10 Mei 2007

Angker Batu





Kebanyakan film horor Indonesia melulu jatuh sebagai film hiburan, sama sekali tak pernah menyinggung persoalan isu-isu global seperti menyusutnya hutan, keseimbangan alam dan sejenisnya. Tidak demikian dengan film “Angkerbatu” garapan Jose Purnomo. Meski secuil dan mungkin hanya sebagai alat yang tidak disadari, film ini menyinggung persoalan dimaksud.

Dibuka dengan adegan pembabatan hutan alas ketonggo untuk dijadikan hotel dan lapangan golf, film ini secara implisit memaparkan akibat pembabatan hutan maka manusia akan mengalami bencana. Tentu saja, karena ini film horor, maka bencana yang menimpa akibat pembabatan hutan, bukanlah suhu yang meningkat, tanah longsor, atau lenyapnya habitat penghuni hutan. Melainkan mengamuknya para mahluk halus lantaran kehilangan tempat tinggal.

Dan berbeda dengan horor umumnya, mahluk halus yang mengamuk di sini tidak membunuh manusia, melainkan hanya merasuki para warga. Jadilah para warga tunggang langgang meninggalkan tempat tinggal mereka. Kota jadi senyap seperti kota mati. Sepasang wartawan Voice of Korea (diperani oleh Nuri Maulida dan Bayu S Virgina) yang sedang bertugas meliput lenyap. Dua rekan mereka diperani Mike Amalia dan Yama Carlos, yang menyusul ke lokasi kejadian mendapati kota begitu sunyi. Pom bensin, hotel, perkantoran ditinggalkan penunggunya. Sehingga mereka dapat menikmati fasilitas tersebut secara gratis!

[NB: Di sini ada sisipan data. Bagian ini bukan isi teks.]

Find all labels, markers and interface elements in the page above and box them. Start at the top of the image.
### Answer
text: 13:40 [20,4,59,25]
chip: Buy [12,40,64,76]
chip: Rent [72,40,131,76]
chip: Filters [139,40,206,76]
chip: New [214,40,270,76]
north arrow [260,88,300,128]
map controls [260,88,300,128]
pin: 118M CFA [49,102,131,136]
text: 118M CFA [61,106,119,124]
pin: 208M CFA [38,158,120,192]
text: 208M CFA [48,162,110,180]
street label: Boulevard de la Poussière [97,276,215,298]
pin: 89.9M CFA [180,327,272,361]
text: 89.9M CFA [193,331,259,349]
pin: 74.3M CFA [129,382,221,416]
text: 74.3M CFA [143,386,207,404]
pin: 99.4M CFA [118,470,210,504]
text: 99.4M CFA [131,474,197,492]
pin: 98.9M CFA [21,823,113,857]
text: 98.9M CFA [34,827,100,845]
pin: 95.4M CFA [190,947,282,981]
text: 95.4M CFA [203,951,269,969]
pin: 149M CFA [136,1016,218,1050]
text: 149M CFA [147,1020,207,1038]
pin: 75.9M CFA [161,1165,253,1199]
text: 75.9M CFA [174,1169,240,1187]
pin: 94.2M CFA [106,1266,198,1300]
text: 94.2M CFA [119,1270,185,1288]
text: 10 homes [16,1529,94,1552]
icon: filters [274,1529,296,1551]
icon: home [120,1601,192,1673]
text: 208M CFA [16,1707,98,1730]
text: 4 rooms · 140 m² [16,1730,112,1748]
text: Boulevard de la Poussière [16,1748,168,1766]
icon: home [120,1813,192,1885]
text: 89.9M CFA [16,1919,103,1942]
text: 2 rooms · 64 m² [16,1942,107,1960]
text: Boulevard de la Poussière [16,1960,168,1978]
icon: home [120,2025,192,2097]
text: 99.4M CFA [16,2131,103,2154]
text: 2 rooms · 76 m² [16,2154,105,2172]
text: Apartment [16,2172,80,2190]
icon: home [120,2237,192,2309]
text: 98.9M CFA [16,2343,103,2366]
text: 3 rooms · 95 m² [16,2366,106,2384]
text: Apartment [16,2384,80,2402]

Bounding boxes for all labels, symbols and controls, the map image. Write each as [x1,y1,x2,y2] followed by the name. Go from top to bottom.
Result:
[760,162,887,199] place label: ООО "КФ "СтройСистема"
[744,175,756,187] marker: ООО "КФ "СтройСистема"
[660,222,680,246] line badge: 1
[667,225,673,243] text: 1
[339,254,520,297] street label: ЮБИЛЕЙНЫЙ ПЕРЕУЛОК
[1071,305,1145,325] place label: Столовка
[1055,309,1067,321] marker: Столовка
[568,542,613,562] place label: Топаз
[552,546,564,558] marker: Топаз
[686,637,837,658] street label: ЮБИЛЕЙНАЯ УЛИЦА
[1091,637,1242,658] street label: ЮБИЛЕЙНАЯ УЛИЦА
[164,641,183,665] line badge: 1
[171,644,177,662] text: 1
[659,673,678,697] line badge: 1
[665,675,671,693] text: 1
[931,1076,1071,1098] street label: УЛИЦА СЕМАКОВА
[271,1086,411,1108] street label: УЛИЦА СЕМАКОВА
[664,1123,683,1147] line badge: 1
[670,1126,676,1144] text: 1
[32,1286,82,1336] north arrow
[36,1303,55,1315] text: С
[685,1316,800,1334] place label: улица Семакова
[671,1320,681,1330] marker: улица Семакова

Selain dua hal di atas, “Angkerbatu” tidak berbeda jauh dengan film horor lainnya. Atmosfer horor yang dibangun melalui suasana gelap, kelebat sosok-sosok mahluk halus tak berhasil mencekam perasaan penonton. Begitu juga unsur komedi yang mencoba disusupkan melalui ulah dan tingkah sopir (Susilo Badar), tak mampu memberi kesegaran. Justru terkesan dipaksa. Secara pengadeganan pun kita tidak menemukan kreatifitas pembuatnya. Adegan perpindahan dari alam mahkluk halus ke alam manusia, misalnya mengingatkan kita pada adegan dalam sebuah sinetron “religius”.

Jika “Pocong 2” (Rudi Soedjarwo) mengandalkan unsur kejutan pada pemunculan pocong, dan pada “Kuntilanak” (Rizal Mantovani) kita bisa menikmati gambar-gambarnya yang bagus, maka kita tidak akan mendapatkan kedua unsur tersebut pada film garapan Jose Purnomo ini. Efek hujan maupun adegan para warga yang kerasukan teramat datar dan tidak menggigit. Akting para pemainnya pun standar-standar saja. Jika ada yang menarik mungkin adegan yang menggambarkan kota menjadi begitu senyap. Bukan hanya kota di Jawa Timur yang menjadi setting utama film ini, bahkan ketika mereka kembali ke Jakarta, ibukota negara ini pun didapati senyap, lanpa lalu lalang kendaraan. Adegan Mike Amalia di dalam supermarket yang sepi, sudah terlampau klise dan membosankan.